## Work order:
Working from the entries that follow, retype each one without any alteration.

=== Section Start ===

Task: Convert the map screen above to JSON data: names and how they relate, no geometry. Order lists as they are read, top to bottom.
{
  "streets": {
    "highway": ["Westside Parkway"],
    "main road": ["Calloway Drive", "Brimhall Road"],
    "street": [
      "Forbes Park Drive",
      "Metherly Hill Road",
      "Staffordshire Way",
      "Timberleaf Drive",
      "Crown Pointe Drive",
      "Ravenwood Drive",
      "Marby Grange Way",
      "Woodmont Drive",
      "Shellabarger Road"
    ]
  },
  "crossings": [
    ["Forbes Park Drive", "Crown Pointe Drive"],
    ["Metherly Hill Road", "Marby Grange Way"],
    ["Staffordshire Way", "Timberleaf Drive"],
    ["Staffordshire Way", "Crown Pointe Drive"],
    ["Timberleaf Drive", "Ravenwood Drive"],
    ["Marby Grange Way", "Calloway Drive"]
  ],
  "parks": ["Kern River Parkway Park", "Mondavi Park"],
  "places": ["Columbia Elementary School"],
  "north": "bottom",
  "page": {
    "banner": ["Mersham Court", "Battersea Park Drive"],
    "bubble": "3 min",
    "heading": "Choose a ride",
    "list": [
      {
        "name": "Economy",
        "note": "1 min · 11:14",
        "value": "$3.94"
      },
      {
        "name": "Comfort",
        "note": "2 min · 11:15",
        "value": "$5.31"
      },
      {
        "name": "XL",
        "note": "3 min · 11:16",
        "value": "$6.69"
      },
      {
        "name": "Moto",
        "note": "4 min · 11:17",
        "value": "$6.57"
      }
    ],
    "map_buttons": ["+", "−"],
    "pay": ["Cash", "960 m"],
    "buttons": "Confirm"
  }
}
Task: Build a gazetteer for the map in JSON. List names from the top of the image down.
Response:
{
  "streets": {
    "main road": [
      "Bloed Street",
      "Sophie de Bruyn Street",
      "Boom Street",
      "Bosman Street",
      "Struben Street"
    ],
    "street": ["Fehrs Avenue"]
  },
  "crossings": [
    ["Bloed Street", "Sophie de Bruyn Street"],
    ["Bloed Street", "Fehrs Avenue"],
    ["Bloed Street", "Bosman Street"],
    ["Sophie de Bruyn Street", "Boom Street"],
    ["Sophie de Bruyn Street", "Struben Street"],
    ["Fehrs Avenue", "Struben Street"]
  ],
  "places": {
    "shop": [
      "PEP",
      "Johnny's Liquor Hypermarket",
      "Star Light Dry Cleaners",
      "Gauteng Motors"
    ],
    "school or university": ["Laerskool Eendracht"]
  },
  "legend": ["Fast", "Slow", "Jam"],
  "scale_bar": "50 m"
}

=== Section End ===

## Completed task:
Task: Convert the map screen above to JSON data: names and how they relate, no geometry. Order lists as they are read, top to bottom.
{
  "streets": {
    "highway": ["Westside Parkway"],
    "main road": ["Calloway Drive", "Brimhall Road"],
    "street": [
      "Forbes Park Drive",
      "Metherly Hill Road",
      "Staffordshire Way",
      "Timberleaf Drive",
      "Crown Pointe Drive",
      "Ravenwood Drive",
      "Marby Grange Way",
      "Woodmont Drive",
      "Shellabarger Road"
    ]
  },
  "crossings": [
    ["Forbes Park Drive", "Crown Pointe Drive"],
    ["Metherly Hill Road", "Marby Grange Way"],
    ["Staffordshire Way", "Timberleaf Drive"],
    ["Staffordshire Way", "Crown Pointe Drive"],
    ["Timberleaf Drive", "Ravenwood Drive"],
    ["Marby Grange Way", "Calloway Drive"]
  ],
  "parks": ["Kern River Parkway Park", "Mondavi Park"],
  "places": ["Columbia Elementary School"],
  "north": "bottom",
  "page": {
    "banner": ["Mersham Court", "Battersea Park Drive"],
    "bubble": "3 min",
    "heading": "Choose a ride",
    "list": [
      {
        "name": "Economy",
        "note": "1 min · 11:14",
        "value": "$3.94"
      },
      {
        "name": "Comfort",
        "note": "2 min · 11:15",
        "value": "$5.31"
      },
      {
        "name": "XL",
        "note": "3 min · 11:16",
        "value": "$6.69"
      },
      {
        "name": "Moto",
        "note": "4 min · 11:17",
        "value": "$6.57"
      }
    ],
    "map_buttons": ["+", "−"],
    "pay": ["Cash", "960 m"],
    "buttons": "Confirm"
  }
}
Task: Build a gazetteer for the map in JSON. List names from the top of the image down.
Response:
{
  "streets": {
    "main road": [
      "Bloed Street",
      "Sophie de Bruyn Street",
      "Boom Street",
      "Bosman Street",
      "Struben Street"
    ],
    "street": ["Fehrs Avenue"]
  },
  "crossings": [
    ["Bloed Street", "Sophie de Bruyn Street"],
    ["Bloed Street", "Fehrs Avenue"],
    ["Bloed Street", "Bosman Street"],
    ["Sophie de Bruyn Street", "Boom Street"],
    ["Sophie de Bruyn Street", "Struben Street"],
    ["Fehrs Avenue", "Struben Street"]
  ],
  "places": {
    "shop": [
      "PEP",
      "Johnny's Liquor Hypermarket",
      "Star Light Dry Cleaners",
      "Gauteng Motors"
    ],
    "school or university": ["Laerskool Eendracht"]
  },
  "legend": ["Fast", "Slow", "Jam"],
  "scale_bar": "50 m"
}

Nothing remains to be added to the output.